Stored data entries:
__________________________________________________

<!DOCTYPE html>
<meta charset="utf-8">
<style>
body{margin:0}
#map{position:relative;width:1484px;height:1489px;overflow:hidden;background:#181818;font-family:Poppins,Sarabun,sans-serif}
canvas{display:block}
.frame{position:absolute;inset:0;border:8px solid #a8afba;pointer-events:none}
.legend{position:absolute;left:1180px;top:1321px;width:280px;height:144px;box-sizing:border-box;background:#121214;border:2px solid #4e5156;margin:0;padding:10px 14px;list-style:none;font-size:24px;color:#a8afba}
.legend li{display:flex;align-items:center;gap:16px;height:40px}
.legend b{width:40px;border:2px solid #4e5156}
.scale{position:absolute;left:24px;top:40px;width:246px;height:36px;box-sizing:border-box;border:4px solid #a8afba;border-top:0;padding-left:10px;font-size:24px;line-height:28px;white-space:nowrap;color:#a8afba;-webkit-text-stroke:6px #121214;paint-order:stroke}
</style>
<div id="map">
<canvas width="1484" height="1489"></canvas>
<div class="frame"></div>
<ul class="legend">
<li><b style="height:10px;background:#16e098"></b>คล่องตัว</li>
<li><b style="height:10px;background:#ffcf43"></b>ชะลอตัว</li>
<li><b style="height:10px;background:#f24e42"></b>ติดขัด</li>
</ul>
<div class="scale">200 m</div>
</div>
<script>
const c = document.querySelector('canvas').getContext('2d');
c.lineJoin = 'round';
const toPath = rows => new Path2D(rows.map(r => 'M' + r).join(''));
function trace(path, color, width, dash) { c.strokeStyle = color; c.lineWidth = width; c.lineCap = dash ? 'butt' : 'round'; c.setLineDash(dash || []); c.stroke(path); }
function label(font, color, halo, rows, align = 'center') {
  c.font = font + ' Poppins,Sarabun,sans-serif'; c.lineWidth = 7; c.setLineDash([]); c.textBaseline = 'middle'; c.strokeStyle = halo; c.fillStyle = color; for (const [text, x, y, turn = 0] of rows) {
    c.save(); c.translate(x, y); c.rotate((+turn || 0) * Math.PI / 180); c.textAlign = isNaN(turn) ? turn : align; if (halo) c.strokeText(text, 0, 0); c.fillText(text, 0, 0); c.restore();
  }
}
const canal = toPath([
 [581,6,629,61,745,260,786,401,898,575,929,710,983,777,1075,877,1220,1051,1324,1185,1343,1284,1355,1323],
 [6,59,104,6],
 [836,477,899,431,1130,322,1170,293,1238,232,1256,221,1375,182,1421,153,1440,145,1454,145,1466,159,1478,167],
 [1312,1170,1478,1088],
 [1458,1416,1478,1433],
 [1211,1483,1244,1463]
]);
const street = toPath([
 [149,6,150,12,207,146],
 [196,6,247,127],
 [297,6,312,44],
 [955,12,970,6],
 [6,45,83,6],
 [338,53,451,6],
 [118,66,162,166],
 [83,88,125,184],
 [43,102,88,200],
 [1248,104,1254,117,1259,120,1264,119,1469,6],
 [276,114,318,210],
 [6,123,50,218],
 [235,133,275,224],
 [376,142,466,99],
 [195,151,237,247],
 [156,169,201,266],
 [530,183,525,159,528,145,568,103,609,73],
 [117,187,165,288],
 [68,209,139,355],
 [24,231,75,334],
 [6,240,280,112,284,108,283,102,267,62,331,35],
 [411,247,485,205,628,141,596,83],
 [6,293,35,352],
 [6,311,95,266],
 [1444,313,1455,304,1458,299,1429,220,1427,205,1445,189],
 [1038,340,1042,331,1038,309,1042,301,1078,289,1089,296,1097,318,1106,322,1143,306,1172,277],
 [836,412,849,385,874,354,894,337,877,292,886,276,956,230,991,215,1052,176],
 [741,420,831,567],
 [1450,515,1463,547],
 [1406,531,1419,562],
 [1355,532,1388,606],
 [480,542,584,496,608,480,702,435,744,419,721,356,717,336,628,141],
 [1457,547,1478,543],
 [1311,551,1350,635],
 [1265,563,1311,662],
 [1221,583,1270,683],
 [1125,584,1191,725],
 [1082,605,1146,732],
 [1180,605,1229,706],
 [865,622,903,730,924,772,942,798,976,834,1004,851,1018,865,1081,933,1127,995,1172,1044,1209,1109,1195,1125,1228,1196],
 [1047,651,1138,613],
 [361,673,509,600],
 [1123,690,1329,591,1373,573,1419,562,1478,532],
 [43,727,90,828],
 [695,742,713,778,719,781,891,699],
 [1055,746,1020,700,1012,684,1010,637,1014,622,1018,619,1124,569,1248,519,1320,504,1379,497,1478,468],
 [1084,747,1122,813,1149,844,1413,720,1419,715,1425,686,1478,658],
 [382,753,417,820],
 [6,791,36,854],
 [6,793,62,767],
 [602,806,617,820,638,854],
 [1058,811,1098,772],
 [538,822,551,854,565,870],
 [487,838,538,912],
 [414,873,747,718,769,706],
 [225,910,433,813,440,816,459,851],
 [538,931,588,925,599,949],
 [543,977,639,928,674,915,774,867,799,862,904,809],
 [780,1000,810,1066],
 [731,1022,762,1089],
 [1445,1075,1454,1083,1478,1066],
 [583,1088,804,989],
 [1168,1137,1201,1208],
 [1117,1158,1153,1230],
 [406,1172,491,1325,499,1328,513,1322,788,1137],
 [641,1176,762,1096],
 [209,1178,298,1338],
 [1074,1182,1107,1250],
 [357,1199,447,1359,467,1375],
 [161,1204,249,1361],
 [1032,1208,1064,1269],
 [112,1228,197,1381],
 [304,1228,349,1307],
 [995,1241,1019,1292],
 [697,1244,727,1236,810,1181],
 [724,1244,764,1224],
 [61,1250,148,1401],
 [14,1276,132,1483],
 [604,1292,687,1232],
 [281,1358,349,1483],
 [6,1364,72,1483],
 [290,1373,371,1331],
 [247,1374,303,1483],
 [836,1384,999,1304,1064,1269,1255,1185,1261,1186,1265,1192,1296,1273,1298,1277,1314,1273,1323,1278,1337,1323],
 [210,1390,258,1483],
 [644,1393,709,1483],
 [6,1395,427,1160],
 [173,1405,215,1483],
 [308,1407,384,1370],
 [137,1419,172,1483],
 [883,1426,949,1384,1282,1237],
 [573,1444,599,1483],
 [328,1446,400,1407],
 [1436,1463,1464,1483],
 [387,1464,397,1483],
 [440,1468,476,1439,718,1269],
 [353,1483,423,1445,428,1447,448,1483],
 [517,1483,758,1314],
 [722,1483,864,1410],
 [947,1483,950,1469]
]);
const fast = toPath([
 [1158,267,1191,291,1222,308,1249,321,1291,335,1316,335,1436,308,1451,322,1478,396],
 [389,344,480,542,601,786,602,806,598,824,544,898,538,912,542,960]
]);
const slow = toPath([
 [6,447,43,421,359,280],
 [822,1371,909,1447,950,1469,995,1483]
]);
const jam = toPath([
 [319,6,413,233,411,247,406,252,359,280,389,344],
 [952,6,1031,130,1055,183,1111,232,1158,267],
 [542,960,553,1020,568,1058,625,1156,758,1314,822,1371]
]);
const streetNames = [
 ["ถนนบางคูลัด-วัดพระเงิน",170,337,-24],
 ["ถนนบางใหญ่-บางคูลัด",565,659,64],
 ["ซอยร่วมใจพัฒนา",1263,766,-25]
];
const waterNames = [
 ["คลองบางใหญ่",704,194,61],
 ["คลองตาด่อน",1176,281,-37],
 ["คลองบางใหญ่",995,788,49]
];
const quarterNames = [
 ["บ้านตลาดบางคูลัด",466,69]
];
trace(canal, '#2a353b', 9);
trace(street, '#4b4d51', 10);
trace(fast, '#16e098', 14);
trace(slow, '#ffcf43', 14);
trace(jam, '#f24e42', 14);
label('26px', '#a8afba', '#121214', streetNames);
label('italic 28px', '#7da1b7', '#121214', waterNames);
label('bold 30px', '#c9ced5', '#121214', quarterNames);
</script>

__________________________________________________

▸ TASK TO COMPLETE
Find the count of lines in the data above where the string "rows" occurs. Provide that number alone.

▸ FINISHED TASK
3